Kata-kata itu menjadi makanan sehari-hari bagiku. Aku yang terlahir berbeda dari peri lainnya selalu di anggap hina dan menjadi petaka bagi peri lainnya. Setiap ada kejadian aneh di luar nalar mereka, pasti akulah yang akan mereka salahkan. Padahal, apa dosa dan salahku kepada mereka.

Namaku Ruby Aurora, aku adalah seorang peri hutan. Namaku memang cantik sesuai dengan wajahku. Tapi sayang, tak ada yang menyukaiku dan mau berteman denganku. Setiap hari aku hanya menerima hinaan dan hinaan dari mereka hingga aku terbiasa hidup seorang diri.

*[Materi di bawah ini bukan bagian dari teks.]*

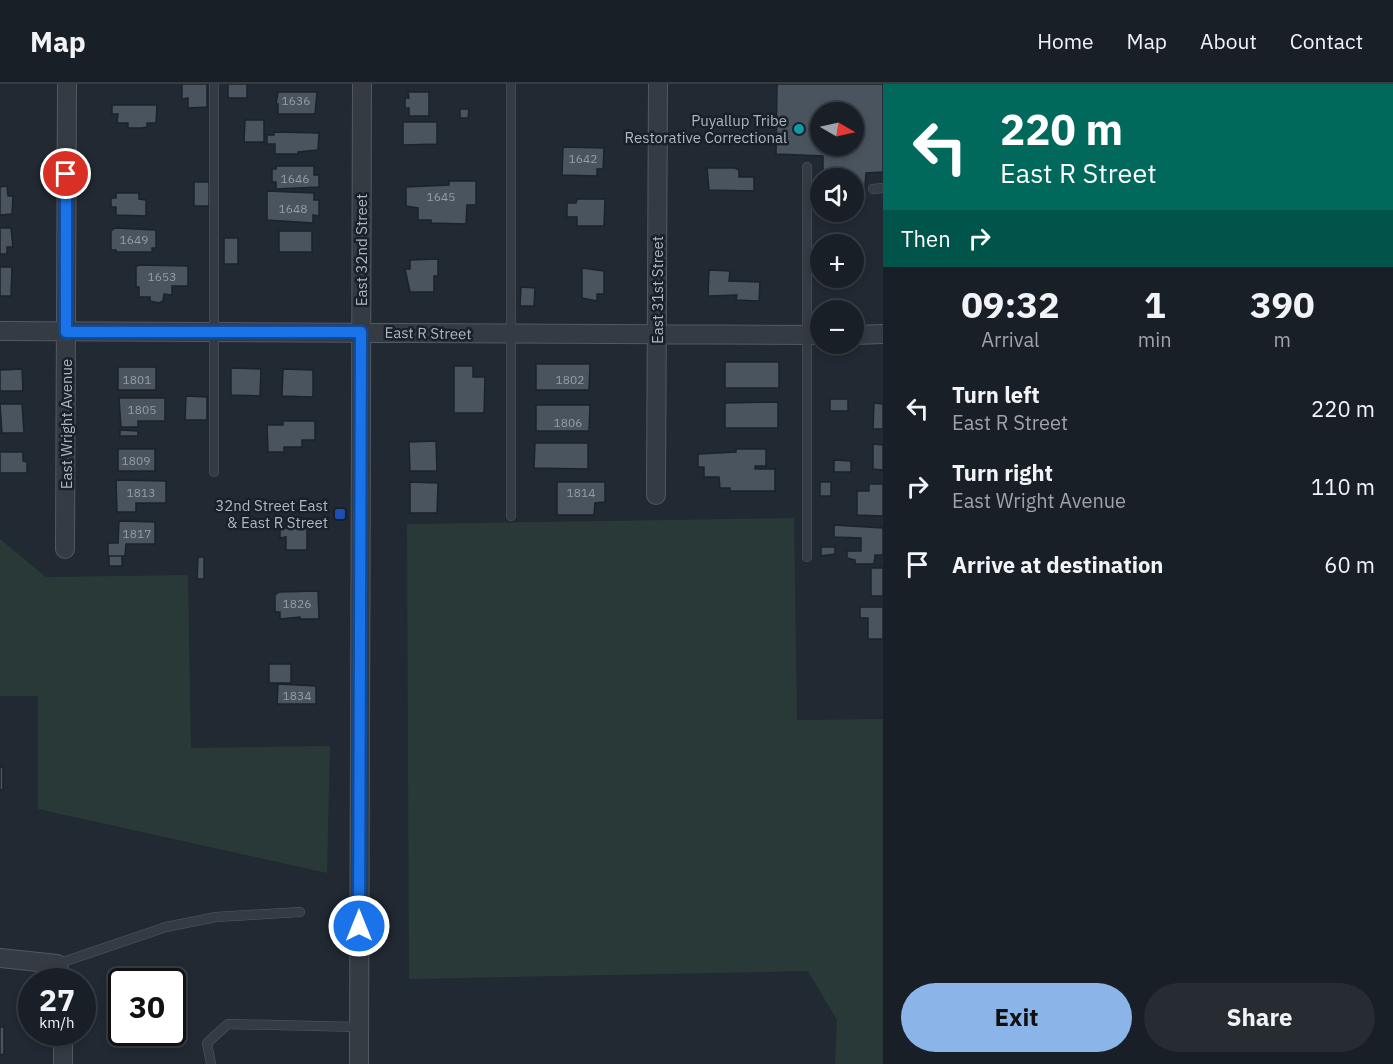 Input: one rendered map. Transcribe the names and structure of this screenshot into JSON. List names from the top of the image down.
{
  "streets": {
    "street": [
      "East 32nd Street",
      "East 31st Street",
      "East R Street",
      "East Wright Avenue"
    ]
  },
  "crossings": [
    ["East 32nd Street", "East R Street"],
    ["East 31st Street", "East R Street"],
    ["East R Street", "East Wright Avenue"]
  ],
  "places": {
    "other": ["Puyallup Tribe Restorative Correctional"],
    "transit": ["32nd Street East & East R Street"]
  },
  "house_numbers": [
    "1636",
    "1642",
    "1646",
    "1645",
    "1648",
    "1649",
    "1653",
    "1801",
    "1802",
    "1805",
    "1806",
    "1809",
    "1813",
    "1814",
    "1817",
    "1826",
    "1834"
  ],
  "north": "right",
  "page": {
    "header": "Map",
    "nav": [
      "Home",
      "Map",
      "About",
      "Contact"
    ],
    "turn": ["220 m", "East R Street"],
    "map_buttons": ["+", "−"],
    "then": "Then",
    "eta": [
      "09:32",
      "Arrival",
      "1",
      "min",
      "390",
      "m"
    ],
    "list": [
      {
        "name": "Turn left",
        "note": "East R Street",
        "value": "220 m"
      },
      {
        "name": "Turn right",
        "note": "East Wright Avenue",
        "value": "110 m"
      },
      {
        "name": "Arrive at destination",
        "value": "60 m"
      }
    ],
    "speed": "27 km/h",
    "limit": "30",
    "buttons": ["Exit", "Share"]
  }
} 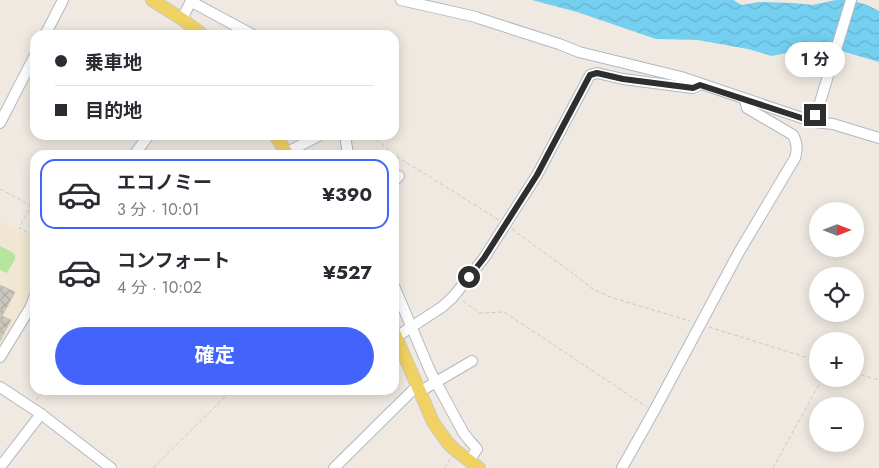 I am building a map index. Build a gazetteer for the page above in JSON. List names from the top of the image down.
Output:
{
  "north": "right",
  "page": {
    "banner": ["乗車地", "目的地"],
    "bubble": "1 分",
    "list": [
      {
        "name": "エコノミー",
        "note": "3 分 · 10:01",
        "value": "¥390"
      },
      {
        "name": "コンフォート",
        "note": "4 分 · 10:02",
        "value": "¥527"
      }
    ],
    "map_buttons": ["+", "−"],
    "buttons": "確定"
  }
}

Semua karena warna bola mataku yang berbeda dengan peri lainnya. Mereka memiliki iri mata sebiru langit yang cerah. Dan aku...aku memiliki iris mata berwarna kekuningan.

Aku tahu aku berbeda, dan aku tak suka itu. Aku tak suka hidup dalam kesendirian dan hanya mampu menatap kawan-kawanku yang lain bermain dan tertawa bersama.

Di bawah pohon tua dan rindang aku memandang sekumpulan peri yang tengah bermain dan tertawa bersama. Ada rasa iri menyeruak di dalam hatiku.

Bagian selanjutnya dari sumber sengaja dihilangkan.